The Bavinger House apparently is no more.
The Bruce Goff-designed architectural oddity in east Norman either fell to a recent microburst of high winds — or at the hand of the owner, Bob Bavinger, son of Nancy and Eugene Bavinger, the art professor for whom Goff, the noted architect and 1940s head of the University of Oklahoma School of Architecture, designed the house.
“Fell” would be the best word for it. The home, a three-story design patterned after a DNA helix, basically was suspended from its tall spire. The exact condition of the structure could not be determined Wednesday.
The house, finished in 1955, is on the National Register of Historic Places. Bob Bavinger did call the State Historic Preservation Office on Monday to report its demise, said Melvena Heisch, deputy state historic preservation officer.
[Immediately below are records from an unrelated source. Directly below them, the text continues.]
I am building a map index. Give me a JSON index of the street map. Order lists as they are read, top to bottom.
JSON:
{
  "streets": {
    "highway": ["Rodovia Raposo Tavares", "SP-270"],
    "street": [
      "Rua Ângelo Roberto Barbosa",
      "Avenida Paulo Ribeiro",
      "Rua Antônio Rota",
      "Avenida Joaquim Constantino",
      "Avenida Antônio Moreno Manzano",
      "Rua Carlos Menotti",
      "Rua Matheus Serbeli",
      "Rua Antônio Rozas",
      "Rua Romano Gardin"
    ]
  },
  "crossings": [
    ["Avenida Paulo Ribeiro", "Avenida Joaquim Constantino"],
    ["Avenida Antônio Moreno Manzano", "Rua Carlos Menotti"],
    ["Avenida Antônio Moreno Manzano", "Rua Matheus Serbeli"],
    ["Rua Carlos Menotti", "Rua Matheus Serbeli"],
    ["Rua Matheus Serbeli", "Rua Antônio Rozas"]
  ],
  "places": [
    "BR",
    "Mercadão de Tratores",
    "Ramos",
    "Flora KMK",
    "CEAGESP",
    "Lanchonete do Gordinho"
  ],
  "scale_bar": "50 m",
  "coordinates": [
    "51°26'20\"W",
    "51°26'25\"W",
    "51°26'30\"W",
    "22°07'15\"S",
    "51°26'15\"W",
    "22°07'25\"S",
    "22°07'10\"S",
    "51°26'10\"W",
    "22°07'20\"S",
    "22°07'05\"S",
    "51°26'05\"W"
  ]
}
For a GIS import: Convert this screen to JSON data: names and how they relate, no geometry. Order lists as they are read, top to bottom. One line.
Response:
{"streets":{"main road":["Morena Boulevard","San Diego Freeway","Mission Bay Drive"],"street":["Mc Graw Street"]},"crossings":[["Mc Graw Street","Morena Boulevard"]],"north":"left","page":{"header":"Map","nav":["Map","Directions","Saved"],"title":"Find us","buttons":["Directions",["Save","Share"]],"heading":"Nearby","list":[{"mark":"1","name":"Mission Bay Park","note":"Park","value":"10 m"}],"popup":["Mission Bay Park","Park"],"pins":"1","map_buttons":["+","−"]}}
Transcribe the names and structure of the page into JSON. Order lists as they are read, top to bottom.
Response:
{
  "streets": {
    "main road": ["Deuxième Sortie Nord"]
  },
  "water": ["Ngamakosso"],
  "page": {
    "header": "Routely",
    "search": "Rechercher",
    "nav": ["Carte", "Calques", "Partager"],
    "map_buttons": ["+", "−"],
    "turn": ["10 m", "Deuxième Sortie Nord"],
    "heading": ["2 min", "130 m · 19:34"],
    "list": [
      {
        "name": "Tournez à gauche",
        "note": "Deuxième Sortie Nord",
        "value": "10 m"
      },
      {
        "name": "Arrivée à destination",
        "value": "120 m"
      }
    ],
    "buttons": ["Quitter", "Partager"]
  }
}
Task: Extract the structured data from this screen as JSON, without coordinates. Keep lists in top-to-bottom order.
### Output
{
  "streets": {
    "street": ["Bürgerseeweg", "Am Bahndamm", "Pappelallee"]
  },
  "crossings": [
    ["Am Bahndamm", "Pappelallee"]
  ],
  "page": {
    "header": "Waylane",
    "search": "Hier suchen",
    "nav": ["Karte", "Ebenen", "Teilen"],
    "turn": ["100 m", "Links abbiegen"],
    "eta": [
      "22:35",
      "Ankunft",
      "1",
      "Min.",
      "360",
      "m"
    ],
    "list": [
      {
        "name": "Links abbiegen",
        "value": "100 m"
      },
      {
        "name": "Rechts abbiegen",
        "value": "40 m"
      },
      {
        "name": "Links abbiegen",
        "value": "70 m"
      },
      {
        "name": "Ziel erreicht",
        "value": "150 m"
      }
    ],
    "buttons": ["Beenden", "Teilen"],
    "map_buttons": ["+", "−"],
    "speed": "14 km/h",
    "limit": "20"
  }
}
Heisch said she had seen a photo of the house showing it severely damaged. However, the Norman Transcript reported Wednesday that the spire could be seen from 60th Avenue SE. The property is behind a fence that has been covered with black plastic, the Norman paper reported.
Bavinger said a dispute with OU over ongoing efforts to restore the house left him “backed into a corner” so he decided to “remove the target,” according to the Norman Transcript.
However, on Wednesday, the Bavinger House website, www.thebavingerhouse.org, reported, “Due to severe storm damage we will not be able to reopen.”